§ WORK INSTRUCTION: Show every line of the data where the word "green" can be found.

Collected data:
■ ■ ■

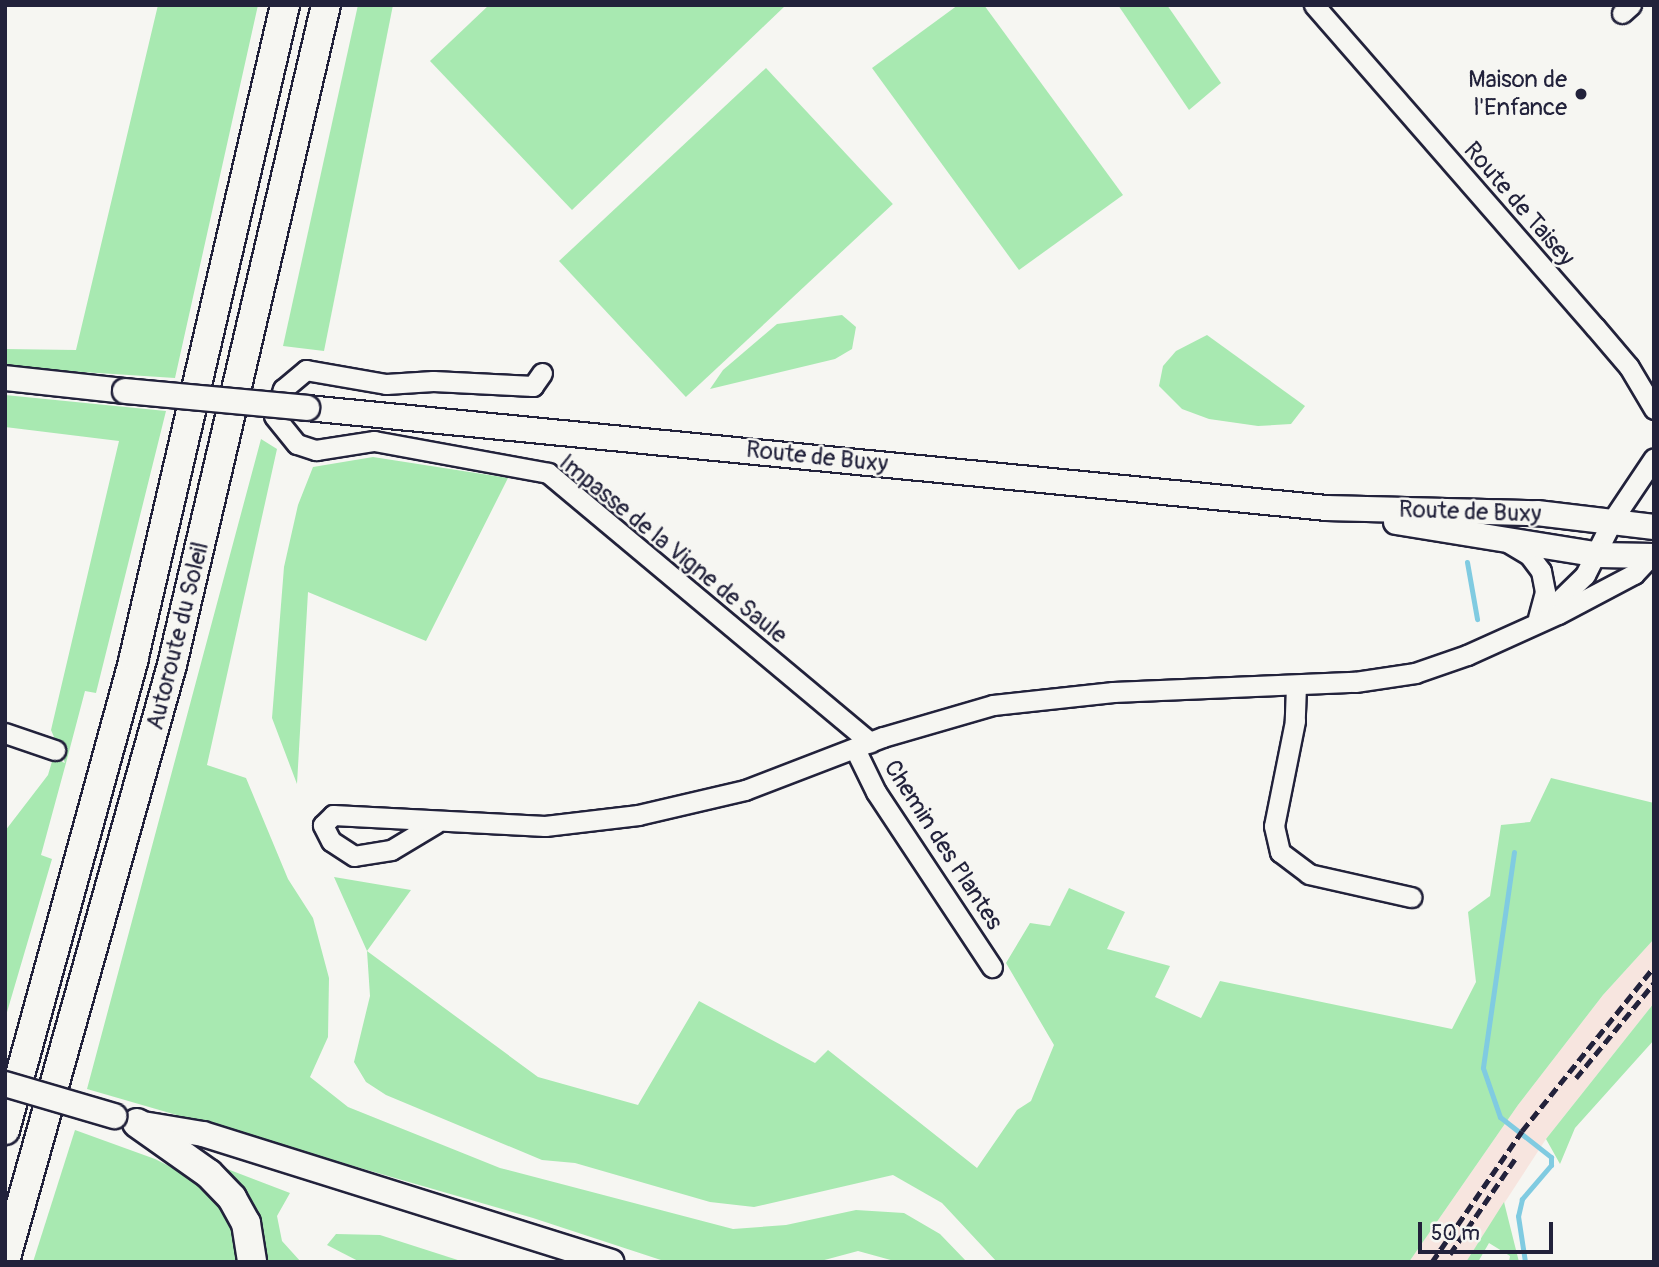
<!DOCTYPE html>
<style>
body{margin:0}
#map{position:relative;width:1659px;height:1267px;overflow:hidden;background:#f6f6f2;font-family:Pangolin,sans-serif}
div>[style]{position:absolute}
.built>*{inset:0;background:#f7e5df}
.green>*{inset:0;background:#a8e9b1;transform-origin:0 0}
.stream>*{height:5px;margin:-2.5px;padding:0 2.5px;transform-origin:2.5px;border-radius:2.5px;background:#80cbe1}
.roads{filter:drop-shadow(2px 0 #22223b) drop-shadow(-2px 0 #22223b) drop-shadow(0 2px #22223b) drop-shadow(0 -2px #22223b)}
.minor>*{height:19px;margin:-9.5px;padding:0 9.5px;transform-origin:9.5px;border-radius:9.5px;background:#f6f6f2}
.major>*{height:24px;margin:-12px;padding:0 12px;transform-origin:12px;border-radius:12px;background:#f6f6f2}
.highway>*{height:28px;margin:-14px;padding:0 14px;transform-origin:14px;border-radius:14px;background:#f6f6f2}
.rail>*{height:5px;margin-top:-2.5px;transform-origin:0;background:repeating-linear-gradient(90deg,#22223b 0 10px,transparent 0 15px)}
.bridges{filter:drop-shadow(2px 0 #22223b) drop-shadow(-2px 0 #22223b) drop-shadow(0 2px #22223b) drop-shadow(0 -2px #22223b)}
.major-bridge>*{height:24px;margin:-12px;padding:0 12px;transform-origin:12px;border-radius:12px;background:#f6f6f2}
.dots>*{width:19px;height:19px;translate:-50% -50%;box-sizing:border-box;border:4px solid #f6f6f2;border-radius:50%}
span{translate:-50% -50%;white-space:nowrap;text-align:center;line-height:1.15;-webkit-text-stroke:5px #f6f6f2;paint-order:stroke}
.poi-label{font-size:24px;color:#22223b}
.right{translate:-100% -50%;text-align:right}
.street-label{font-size:24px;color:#22223b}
.frame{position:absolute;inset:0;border:7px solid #22223b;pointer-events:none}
.scale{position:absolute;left:1418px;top:1222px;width:135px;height:32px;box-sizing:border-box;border:4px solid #22223b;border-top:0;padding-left:9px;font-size:21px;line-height:24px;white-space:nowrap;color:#22223b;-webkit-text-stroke:5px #f6f6f2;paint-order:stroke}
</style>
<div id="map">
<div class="built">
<div style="clip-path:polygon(1654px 939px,1654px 1003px,1546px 1139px,1466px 1262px,1409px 1262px,1518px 1105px,1603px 995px)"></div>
</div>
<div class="green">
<div style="clip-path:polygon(158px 5px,258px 5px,175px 378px,5px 367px,5px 349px,76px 350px)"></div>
<div style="clip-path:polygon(358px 5px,393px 5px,324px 351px,283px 346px)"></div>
<div style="clip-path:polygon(489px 5px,786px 5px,572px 210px,430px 61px)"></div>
<div style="clip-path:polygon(958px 5px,984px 5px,1123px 195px,1019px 270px,872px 68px)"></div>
<div style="clip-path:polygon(1118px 5px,1167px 5px,1221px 83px,1189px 110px)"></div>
<div style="left:766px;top:68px;width:186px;height:283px;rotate:47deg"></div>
<div style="clip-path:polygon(842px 315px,856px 327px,852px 349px,835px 359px,710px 389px,723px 370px,777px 324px)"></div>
<div style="clip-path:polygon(1207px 335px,1305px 406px,1291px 424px,1258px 426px,1209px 419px,1182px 409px,1159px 386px,1163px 366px,1176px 351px)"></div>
<div style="clip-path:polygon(5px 395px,166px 411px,96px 693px,85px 691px,66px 763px,41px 855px,52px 859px,5px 1019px,5px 831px,48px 775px,53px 758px,65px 763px,51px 730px,119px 441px,5px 427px)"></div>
<div style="clip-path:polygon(261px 439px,277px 449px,207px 765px,246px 778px,288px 879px,313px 918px,329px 978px,328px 1037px,310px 1077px,348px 1107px,500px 1168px,733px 1229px,786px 1225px,856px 1210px,904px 1213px,940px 1234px,967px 1262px,898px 1262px,858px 1251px,817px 1262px,667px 1262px,533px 1218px,87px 1089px)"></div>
<div style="clip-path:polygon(373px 457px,508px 478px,426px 641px,308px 592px,297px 784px,272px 718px,284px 567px,298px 505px,313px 467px)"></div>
<div style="clip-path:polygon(1551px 778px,1654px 803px,1654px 939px,1603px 995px,1518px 1105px,1409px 1262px,997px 1262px,942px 1203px,893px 1175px,754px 1207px,710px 1202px,575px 1163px,542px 1160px,386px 1095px,366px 1082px,354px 1062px,370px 996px,367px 951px,334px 877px,411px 890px,367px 951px,538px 1077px,638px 1105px,699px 1001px,815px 1063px,828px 1050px,977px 1168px,1017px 1110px,1031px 1101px,1054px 1045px,1006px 963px,1030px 923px,1050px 926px,1069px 888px,1125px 912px,1107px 949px,1170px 966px,1155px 997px,1201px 1018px,1220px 981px,1452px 1029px,1476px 982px,1468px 912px,1490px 896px,1501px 825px,1530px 822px)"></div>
<div style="clip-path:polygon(1654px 1003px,1654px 1040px,1575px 1128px,1560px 1164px,1546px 1139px)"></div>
<div style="clip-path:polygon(75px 1130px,155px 1159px,199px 1181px,223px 1205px,238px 1234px,242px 1262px,33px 1262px)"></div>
<div style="clip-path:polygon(222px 1167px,290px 1193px,277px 1216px,282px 1241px,301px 1262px,265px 1262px,241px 1194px)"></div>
<div style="clip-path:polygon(1504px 1202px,1519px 1262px,1509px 1262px,1510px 1256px,1489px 1243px,1478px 1262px,1466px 1262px)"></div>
<div style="clip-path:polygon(336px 1234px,380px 1235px,464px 1262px,360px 1262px,327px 1245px)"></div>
</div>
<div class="stream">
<div style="left:1467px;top:562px;width:58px;rotate:80deg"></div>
<div style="left:1514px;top:852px;width:218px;rotate:98.2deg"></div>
<div style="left:1483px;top:1068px;width:52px;rotate:70.9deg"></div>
<div style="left:1500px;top:1117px;width:65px;rotate:38.1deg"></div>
<div style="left:1551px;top:1157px;width:8px;rotate:90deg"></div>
<div style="left:1551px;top:1165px;width:45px;rotate:130.5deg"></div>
<div style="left:1522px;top:1199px;width:17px;rotate:103deg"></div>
<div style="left:1518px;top:1216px;width:47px;rotate:81.3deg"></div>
</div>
<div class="roads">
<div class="minor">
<div style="left:1314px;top:5px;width:427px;rotate:48.9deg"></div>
<div style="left:1595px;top:327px;width:52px;rotate:49.6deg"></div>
<div style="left:1629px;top:367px;width:49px;rotate:59.2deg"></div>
<div style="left:1622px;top:13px;width:12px;rotate:-42deg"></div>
<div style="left:542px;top:373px;width:16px;rotate:125deg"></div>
<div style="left:533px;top:386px;width:100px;rotate:-177.1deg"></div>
<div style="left:433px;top:381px;width:47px;rotate:176.3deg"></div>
<div style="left:386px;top:384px;width:81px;rotate:-170.1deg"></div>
<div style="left:306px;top:370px;width:30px;rotate:140deg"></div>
<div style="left:283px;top:389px;width:28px;rotate:108deg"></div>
<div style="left:274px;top:416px;width:36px;rotate:51deg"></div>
<div style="left:297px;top:444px;width:20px;rotate:18deg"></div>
<div style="left:316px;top:450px;width:59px;rotate:-8.8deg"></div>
<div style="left:374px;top:441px;width:177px;rotate:10.4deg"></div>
<div style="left:548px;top:473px;width:420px;rotate:39.9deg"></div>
<div style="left:1509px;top:543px;width:23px;rotate:31deg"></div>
<div style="left:1529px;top:555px;width:20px;rotate:53deg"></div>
<div style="left:1541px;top:571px;width:21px;rotate:79deg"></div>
<div style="left:1545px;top:592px;width:27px;rotate:105deg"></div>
<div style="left:1547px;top:612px;width:53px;rotate:-44.2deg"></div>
<div style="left:1585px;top:575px;width:63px;rotate:-63.4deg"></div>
<div style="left:1613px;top:519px;width:73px;rotate:-56.1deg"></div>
<div style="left:1296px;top:685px;width:36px;rotate:92deg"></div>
<div style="left:1295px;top:721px;width:107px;rotate:101.3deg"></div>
<div style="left:1274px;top:826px;width:27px;rotate:77deg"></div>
<div style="left:1280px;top:852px;width:36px;rotate:37deg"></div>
<div style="left:1309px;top:874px;width:105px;rotate:12.7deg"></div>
<div style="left:5px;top:733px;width:53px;rotate:18.8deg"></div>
<div style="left:855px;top:749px;width:48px;rotate:64deg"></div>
<div style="left:876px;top:792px;width:210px;rotate:56.5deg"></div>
<div style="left:436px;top:823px;width:52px;rotate:149deg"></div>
<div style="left:391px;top:850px;width:37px;rotate:171deg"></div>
<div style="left:354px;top:856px;width:27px;rotate:-147deg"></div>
<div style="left:331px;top:841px;width:18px;rotate:-117deg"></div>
<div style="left:323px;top:825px;width:14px;rotate:-45deg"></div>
<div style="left:333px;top:815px;width:212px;rotate:3deg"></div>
<div style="left:545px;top:826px;width:94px;rotate:-6.7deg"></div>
<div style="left:638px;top:815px;width:110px;rotate:-13.2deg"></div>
<div style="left:745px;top:790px;width:148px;rotate:-21deg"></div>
<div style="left:883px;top:737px;width:115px;rotate:-16.2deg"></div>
<div style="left:993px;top:705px;width:121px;rotate:-6.2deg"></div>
<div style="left:1113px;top:692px;width:242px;rotate:-2.4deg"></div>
<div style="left:1355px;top:682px;width:61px;rotate:-8.5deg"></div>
<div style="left:1415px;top:673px;width:55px;rotate:-19.1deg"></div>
<div style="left:1467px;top:655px;width:100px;rotate:-24.3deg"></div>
<div style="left:1558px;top:614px;width:86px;rotate:-27.8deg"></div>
<div style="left:1634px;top:574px;width:25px;rotate:-47deg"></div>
</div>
<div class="major">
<div style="left:5px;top:378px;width:121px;rotate:6.2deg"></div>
<div style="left:307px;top:408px;width:1024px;rotate:5.6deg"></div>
<div style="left:1326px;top:508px;width:211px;rotate:1.4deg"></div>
<div style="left:1537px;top:513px;width:118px;rotate:6.8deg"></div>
<div style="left:1396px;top:522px;width:206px;rotate:9.2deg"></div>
<div style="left:1599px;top:555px;width:55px;rotate:1deg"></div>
<div style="left:137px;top:1123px;width:67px;rotate:9.5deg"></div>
<div style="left:203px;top:1134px;width:428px;rotate:17.4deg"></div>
</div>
<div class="highway">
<div style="left:137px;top:1123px;width:88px;rotate:35.3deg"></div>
<div style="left:209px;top:1174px;width:33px;rotate:46deg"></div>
<div style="left:232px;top:1198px;width:29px;rotate:61deg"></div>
<div style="left:246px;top:1223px;width:39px;rotate:81deg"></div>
<div style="left:5px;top:1130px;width:490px;rotate:-74.7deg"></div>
<div style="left:134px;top:657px;width:669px;rotate:-76.96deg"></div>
<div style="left:5px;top:1261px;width:619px;rotate:-74.35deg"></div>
<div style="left:172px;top:665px;width:678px;rotate:-76.87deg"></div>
</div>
</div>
<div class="rail">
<div style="left:1576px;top:1078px;width:123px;rotate:-50.6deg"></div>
<div style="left:1450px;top:1254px;width:115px;rotate:-55.6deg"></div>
<div style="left:1432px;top:1262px;width:159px;rotate:-55.5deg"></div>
<div style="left:1522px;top:1131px;width:211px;rotate:-51.2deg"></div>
</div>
<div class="bridges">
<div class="major-bridge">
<div style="left:125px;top:391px;width:183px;rotate:5.3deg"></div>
<div style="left:5px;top:1084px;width:114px;rotate:16.4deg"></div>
</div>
</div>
<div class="dots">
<div style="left:1581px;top:94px;background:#22223b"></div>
</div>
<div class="poi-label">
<span class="right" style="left:1567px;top:94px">Maison de<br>l'Enfance</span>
</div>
<div class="street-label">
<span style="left:1519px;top:204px;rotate:49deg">Route de Taisey</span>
<span style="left:817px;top:457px;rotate:6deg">Route de Buxy</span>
<span style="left:1470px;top:512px;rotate:2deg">Route de Buxy</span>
<span style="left:673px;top:549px;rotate:39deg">Impasse de la Vigne de Saule</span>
<span style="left:178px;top:636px;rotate:-76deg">Autoroute du Soleil</span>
<span style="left:943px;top:845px;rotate:57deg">Chemin des Plantes</span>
</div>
<div class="frame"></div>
<div class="scale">50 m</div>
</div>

■ ■ ■

§ RESPONSE BOX:
.green>*{inset:0;background:#a8e9b1;transform-origin:0 0}
<div class="green">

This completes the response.